Blog

Mindfulness Meditation for Parkinson's Disease

Mindfulness Meditation for Parkinson's Disease

Mindfulness meditation is a supportive therapy that can help you manage Parkinson’s patient’s non-motor symptoms. It can also play a vital role in helping you adjust to living with long-term conditions. Parkinson’s disease is a progressive chronic disease consisting of non-motor and motor symptoms.

PD people may be faced with and often get worsen motor symptoms, such as tremors and freezing of gait in stressful situations.

Not only motor symptoms but also PD people may experience non-motor symptoms such as depression and anxiety.

MIndfulness meditation-min

Benefits of Meditation

The benefit of meditation is so powerful for anyone, especially when it comes to Parkinson’s patients, undoubtedly they should get optimal benefits from meditation in Parkinson’s disease.

Meditation can boost your feelings of control and resilience, reduce anxiety and depression, and improve sleep, most importantly increase grey matter in the brain.

When you will achieve a state of relaxation, which you can be successes through mindfulness, you can obtain the benefits, including:

  • Higher excellent brain functioning.
  • It will Increase immune function;
  • Lowered blood pressure and heart rate
  • It Increases awareness, attention, and focus.
  • It is super to Increase clarity in thinking and perception.
  • It will lower anxiety levels.
  • Experience of being calm and internally still
  • You can experience feeling connected.

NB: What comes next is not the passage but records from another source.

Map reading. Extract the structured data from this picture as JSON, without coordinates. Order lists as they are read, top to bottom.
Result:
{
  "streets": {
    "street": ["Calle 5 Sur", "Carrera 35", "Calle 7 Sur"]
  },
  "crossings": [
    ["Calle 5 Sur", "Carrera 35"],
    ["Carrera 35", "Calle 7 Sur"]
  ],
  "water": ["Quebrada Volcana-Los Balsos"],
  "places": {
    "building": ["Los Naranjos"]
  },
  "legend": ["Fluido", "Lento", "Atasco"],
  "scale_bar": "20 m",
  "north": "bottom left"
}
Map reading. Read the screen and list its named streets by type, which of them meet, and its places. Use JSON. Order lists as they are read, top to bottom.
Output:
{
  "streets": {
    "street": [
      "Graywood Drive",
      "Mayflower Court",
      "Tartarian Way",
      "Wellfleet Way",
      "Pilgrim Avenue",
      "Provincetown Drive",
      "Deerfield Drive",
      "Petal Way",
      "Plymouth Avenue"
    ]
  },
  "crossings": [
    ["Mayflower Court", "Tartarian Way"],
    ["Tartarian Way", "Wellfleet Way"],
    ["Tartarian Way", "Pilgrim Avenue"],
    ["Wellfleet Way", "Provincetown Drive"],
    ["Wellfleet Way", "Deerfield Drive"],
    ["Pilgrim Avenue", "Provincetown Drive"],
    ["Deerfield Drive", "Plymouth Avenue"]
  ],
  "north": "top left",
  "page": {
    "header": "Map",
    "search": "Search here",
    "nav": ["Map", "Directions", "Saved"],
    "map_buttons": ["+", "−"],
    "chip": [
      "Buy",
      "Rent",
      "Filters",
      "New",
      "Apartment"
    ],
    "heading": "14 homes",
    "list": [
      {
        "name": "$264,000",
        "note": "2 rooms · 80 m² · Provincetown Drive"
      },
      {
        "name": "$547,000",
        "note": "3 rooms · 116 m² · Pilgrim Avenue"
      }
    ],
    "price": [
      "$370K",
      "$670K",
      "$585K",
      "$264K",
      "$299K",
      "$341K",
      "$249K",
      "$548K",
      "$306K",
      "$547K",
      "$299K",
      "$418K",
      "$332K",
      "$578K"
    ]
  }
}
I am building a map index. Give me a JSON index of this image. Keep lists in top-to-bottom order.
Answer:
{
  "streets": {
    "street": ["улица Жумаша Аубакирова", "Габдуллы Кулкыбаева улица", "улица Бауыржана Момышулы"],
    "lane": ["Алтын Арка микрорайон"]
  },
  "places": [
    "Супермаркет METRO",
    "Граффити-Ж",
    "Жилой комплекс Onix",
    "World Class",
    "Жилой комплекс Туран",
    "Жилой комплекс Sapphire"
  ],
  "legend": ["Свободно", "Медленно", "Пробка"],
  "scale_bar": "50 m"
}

Let's understand the symptoms of stress, including:

  1. Continuously feeling anxious and worried.
  2. Getting irritation and feeling annoyed.
  3. Argumentative and defensive with friends and family.
  4. Restless sleeping and of course restless mind.
  5. Low levels of energy, often waking up feeling tired.
  6. Often self-critical and/or critical of others;
  7. Feeling flat and uninspired, not at all positive.
  8. Having difficulty concentrating on any subject.
  9. Clenching your jaw muscles and grinding your teeth at night.
  10. Headaches and migraines.

How to do Mindfulness Meditation

What do you understand about mindfulness?

Mindfulness is just the basic ability to be completely present mind, aware of where we are and what are we doing, not overly reactive or overwhelmed by what’s going on around us.

Take your seat. You can sit on—a chair, a meditation cushion, a park bench. Find a place that gives you a stable, makes you feel comfortable, not perching or hanging back.

Observer If you are on a cushion on the floor, cross your legs comfortably in front of you. If you do some kind of seated yoga posture, go ahead. If on a chair, it’s good if the bottoms of your feet are touching the floor.

Straighten—but don’t stiffen—your upper body. The spine has natural curvature. Let it be there. Your head and shoulders can comfortably rest on top of your vertebrae.

Situate your upper arms parallel to your upper body. Then let your hands drop onto the tops of your legs. With your upper arms at your sides, your hands will land in the right spot. Too far forward will make you hunch. Too far back will make you stiff. You’re tuning the strings of your body—not too tight and not too loose.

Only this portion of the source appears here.